Native title was first recognised by the High Court of Australia in 1992 with the Mabo decision. This decision overturned the notion of ‘terra nullius’, finding against the idea that the Australian continent did not belong to anyone at the time of European arrival.
From this decision, Native Title is now a form of land title within Australian law that recognises the ongoing connection to land and water that some Indigenous people have maintained.
Aboriginal and Torres Strait Islander people can apply to the courts to have their Native Title rights recognised under Australian law on areas of land where they have maintained a traditional connection.
The way Native Title is practised may vary from group to group, depending on what is claimed and what is negotiated between all of the people and organisations with an interest in that country.
Native Title can only be claimed on certain areas of land or water, for example on vacant or unallocated Crown land, but not on freehold land. It can co-exist with other forms of land title, such as pastoral leases, and exists alongside and subject to the rights of other people in the same area.
When a determination recognising Native Title is made, the Native Title Act 1993 requires that a corporation must be established to represent the Native Title holders and their interests.
These organisations are known as PBCs. They become RNTBCs when they are registered with the National Native Title Tribunal (NNTT).
While RNTBC is technically the accurate name for these organisations, they are most commonly known as PBCs.
PBCs have a significant role to play in the management of land and water in Australia. With the increasing number of native title determinations, PBCs have emerged as a key element of the native title system, with 173 currently registered.
PBCs need to operate effectively in order for native title holders to discharge their land management obligations and take advantage of opportunities to derive economic and other benefits from native title.
An ILUA is a voluntary agreement between Traditional Owners and others (such as government, pastoralists and mining companies) about the use and management of land and waters. The terms of agreement of a registered ILUA are binding on all parties, much like a legal contract.
An ILUA allows people to make flexible management agreements to suit a range of circumstances, and normally exist within a Native Title area, but can also exist outside Native Title locations.
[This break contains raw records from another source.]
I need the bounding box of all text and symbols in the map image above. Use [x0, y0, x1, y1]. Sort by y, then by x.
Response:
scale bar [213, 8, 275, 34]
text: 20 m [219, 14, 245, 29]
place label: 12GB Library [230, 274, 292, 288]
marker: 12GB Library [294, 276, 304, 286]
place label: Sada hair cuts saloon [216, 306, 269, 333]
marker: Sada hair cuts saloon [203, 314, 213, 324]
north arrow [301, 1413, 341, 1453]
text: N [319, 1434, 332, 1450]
They can provide certainty to parties to carry out activities or developments on that land. They can specify agreement to proceed with a future development, compensation, access to an area, how native title rights coexist with the rights of other users, employment and training provisions or environmental preservation and rehabilitation.
In summary, an ILUA can provide the conditions which must be met for another party to use an area of land or specific resources within an area.
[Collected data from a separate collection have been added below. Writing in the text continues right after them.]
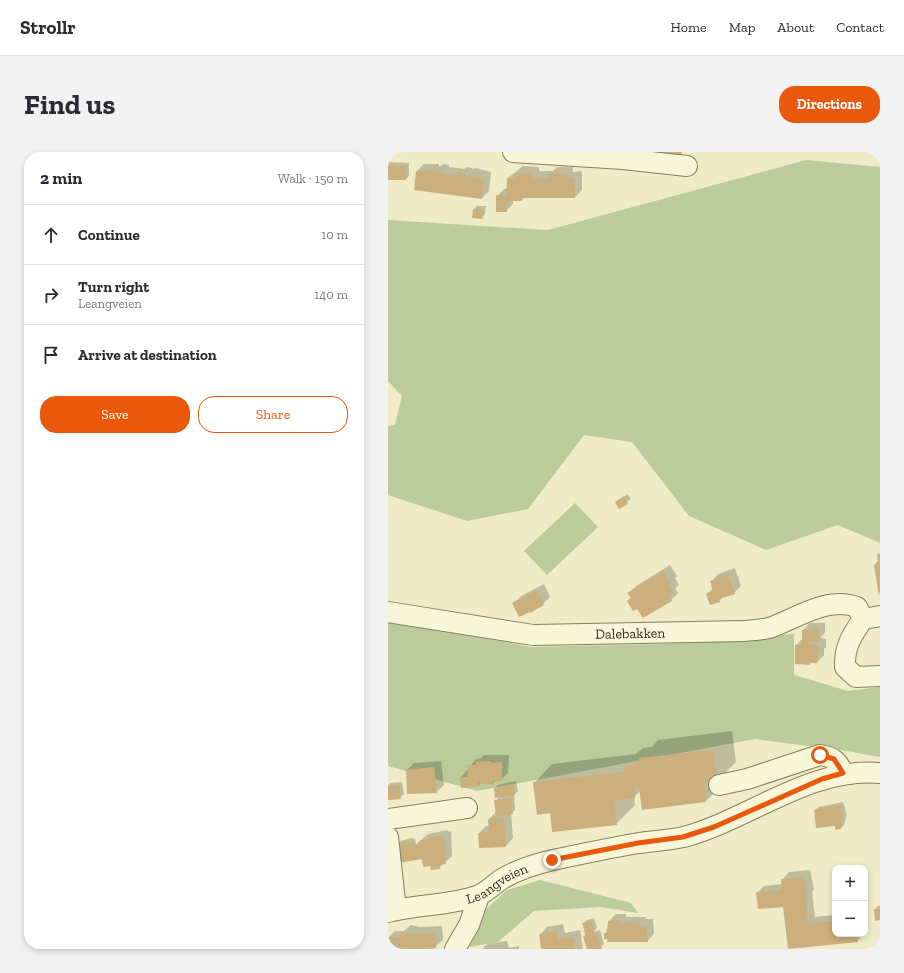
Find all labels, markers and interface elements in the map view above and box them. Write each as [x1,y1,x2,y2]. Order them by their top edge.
text: Strollr [20,16,76,39]
text: Home [671,19,707,36]
text: Map [729,19,755,36]
text: About [777,19,814,36]
text: Contact [836,19,884,36]
button: Directions [779,86,880,123]
text: Find us [24,88,115,121]
text: 2 min [40,168,82,188]
text: Walk · 150 m [278,171,348,186]
icon: ahead [40,224,62,246]
text: Continue [78,226,140,244]
text: 10 m [321,227,348,242]
text: Turn right [78,278,149,296]
icon: right [40,284,62,306]
text: 140 m [314,287,348,302]
text: Leangveien [78,296,142,311]
icon: arrive [40,344,62,366]
text: Arrive at destination [78,346,217,364]
button: Save [40,396,190,433]
button: Share [198,396,348,433]
street label: Dalebakken [595,625,665,643]
route start [811,746,829,764]
route end [543,851,561,869]
street label: Leangveien [464,860,530,908]
map controls [832,865,868,937]
button: + [832,865,868,901]
button: − [832,901,868,937]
Indigenous Protected Areas are voluntarily dedicated by Indigenous groups on Indigenous owned or managed land or sea country. They are recognised by the Australian Government as an important part of the National Reserve System, protecting the nation’s biodiversity for the benefit of all Australians.
As well as protecting biodiversity and cultural heritage into the future, Indigenous Protected Areas provide employment, education and training opportunities for Indigenous people in remote areas.
There are currently over 70 dedicated Indigenous Protected Areas across 65 million hectares, accounting for more than 40% of the National Reserve System’s total area. Within the Wet Tropics region, there are 3 recognised IPAs.
Most IPAs promote a balance between conservation and other sustainable uses to deliver social, cultural and economic benefits for local Indigenous communities. They are often delivered in partnership with conservation and commercial organisations, and many include fee for service arrangements or other income generating activities.
A recognised Cultural Heritage Body is an organisation representing a group of Traditional Owners who can demonstrate a connection to an area and can be contacted regarding any cultural heritage matters for that area.
The function of a Cultural Heritage Body is to identify the appropriate Aboriginal or Torres Strait Islander parties for an area. They serve as the first point of contact for cultural heritage matters and have a role in protecting cultural heritage.
There are no limits on the size of the land area that may be included within an application to become a Cultural Heritage Body, although there are no legal rights associated with access or use of that land.